This week LACNIC, the regional internet address registry for Latin American and the Caribbean, announced that it has now moved to “Phase 3” of its plan to dispense with its remaining stockpile of IPv4 addresses, meaning that only companies who have not received any IPv4 space whatsoever are now eligible. This means that the entirety of Central and South America now has only 4,698,112 public IPv4 addresses remaining for allocation, a supply expected to be exhausted by the end of the year at the absolute latest.
Fellow registries APNIC (Asia-Pacific), RIPE (Europe-Middle East), and ARIN (North America) are also in the same boat, leaving the African registry AFRINIC as the only regional authority with any appreciable supply remaining thanks to the continent’s vastly underdeveloped internet, and even so it has already warned that its supply will run out by 2019 rather than 2020 as originally expected.

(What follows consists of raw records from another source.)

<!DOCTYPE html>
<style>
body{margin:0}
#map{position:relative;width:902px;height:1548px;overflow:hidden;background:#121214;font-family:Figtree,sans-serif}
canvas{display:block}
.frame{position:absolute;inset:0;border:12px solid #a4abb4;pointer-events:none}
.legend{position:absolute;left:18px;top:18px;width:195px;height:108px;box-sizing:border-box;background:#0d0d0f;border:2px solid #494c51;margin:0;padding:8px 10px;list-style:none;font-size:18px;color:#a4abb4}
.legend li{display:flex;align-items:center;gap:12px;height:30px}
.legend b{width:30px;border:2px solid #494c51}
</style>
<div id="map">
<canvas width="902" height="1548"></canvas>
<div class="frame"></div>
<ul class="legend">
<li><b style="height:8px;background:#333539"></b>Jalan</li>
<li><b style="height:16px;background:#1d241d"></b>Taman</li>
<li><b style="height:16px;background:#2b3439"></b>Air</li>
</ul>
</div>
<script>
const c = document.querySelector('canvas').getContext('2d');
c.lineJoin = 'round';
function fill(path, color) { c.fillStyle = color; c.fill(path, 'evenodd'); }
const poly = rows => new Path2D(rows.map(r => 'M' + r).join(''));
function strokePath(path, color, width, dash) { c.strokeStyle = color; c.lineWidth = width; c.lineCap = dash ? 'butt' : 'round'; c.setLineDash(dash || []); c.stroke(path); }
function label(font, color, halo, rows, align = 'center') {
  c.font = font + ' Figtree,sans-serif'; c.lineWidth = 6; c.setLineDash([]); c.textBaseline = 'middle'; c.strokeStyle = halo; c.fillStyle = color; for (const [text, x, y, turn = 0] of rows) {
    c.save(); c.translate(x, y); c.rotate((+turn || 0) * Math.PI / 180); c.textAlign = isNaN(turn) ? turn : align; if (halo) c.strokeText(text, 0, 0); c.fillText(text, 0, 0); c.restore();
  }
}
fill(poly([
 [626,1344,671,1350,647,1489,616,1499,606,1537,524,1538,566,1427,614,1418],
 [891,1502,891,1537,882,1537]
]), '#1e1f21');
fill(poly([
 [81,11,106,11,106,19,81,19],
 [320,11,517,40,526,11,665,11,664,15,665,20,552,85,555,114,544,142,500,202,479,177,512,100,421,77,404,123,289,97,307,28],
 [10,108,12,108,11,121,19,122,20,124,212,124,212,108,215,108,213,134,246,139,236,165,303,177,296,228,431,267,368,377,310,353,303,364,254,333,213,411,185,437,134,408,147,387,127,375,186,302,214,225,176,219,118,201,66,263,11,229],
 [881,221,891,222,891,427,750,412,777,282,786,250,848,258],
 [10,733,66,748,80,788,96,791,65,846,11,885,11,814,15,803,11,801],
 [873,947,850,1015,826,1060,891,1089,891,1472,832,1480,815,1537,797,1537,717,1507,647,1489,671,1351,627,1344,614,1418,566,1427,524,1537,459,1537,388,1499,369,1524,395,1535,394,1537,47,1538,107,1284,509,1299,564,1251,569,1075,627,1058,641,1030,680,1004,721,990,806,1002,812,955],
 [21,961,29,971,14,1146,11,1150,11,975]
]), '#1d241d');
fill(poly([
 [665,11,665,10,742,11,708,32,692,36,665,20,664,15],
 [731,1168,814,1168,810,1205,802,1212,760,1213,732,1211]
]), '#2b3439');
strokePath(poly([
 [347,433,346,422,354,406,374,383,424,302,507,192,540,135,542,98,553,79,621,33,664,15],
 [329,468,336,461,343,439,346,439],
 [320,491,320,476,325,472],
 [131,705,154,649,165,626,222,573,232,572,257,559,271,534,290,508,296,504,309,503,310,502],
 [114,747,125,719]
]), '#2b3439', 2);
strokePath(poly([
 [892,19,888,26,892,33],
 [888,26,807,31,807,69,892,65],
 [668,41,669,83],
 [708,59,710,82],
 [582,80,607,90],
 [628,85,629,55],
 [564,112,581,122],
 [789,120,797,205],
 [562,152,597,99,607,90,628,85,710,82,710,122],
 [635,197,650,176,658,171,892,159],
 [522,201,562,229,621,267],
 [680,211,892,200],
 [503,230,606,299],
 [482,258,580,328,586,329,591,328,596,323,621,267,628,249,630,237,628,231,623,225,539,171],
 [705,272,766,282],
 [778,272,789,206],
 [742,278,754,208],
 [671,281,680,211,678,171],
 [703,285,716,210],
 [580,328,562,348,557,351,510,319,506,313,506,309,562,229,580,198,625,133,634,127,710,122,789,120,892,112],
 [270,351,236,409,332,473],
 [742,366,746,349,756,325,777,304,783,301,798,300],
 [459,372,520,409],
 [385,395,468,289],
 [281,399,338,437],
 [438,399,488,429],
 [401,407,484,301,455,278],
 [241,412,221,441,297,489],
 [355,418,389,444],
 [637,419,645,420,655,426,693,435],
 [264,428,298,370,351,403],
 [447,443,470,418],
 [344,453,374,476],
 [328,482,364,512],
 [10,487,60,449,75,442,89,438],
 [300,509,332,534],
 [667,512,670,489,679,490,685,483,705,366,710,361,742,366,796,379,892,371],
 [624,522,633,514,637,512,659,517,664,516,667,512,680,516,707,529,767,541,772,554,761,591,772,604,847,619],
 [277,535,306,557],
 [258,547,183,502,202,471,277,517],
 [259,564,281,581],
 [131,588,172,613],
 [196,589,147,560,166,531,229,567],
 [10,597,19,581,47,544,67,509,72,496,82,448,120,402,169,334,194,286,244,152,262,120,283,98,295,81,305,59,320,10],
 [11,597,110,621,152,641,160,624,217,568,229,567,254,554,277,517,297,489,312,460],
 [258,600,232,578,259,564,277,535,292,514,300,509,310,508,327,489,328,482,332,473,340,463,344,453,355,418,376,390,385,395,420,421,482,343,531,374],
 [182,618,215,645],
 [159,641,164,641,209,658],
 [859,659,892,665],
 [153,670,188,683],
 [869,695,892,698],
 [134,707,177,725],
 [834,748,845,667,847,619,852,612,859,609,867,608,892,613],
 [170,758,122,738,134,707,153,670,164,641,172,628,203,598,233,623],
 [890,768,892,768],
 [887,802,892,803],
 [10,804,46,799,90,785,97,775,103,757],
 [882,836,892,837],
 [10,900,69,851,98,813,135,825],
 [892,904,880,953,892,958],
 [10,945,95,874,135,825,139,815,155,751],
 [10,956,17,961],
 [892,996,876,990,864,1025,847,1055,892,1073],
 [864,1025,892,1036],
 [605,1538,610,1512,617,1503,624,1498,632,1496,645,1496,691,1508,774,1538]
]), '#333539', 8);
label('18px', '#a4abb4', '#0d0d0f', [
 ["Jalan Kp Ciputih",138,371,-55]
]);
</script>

In an ideal world, this news would of course accelerate plans to move over to IPv6, but as many businesses are finding out to their peril, the switchover is not quite that simple. Microsoft themselves attempted to implement an IPv6-only environment at the head office in Seattle and inadvertently discovered that one of their own flagship products, Azure Active Directory, was not compatible with the protocol. Fortunately for them they were able to contact the router manufacturers directly and work with them to implement a bespoke fix, but smaller businesses across the world who lack such clout may well find themselves out of luck. Questions raised as to why the Internet Engineering Task Force, assigned the duty of developing the successor to the ailing standard, decided not to make it backwards-compatible, have been met with silence.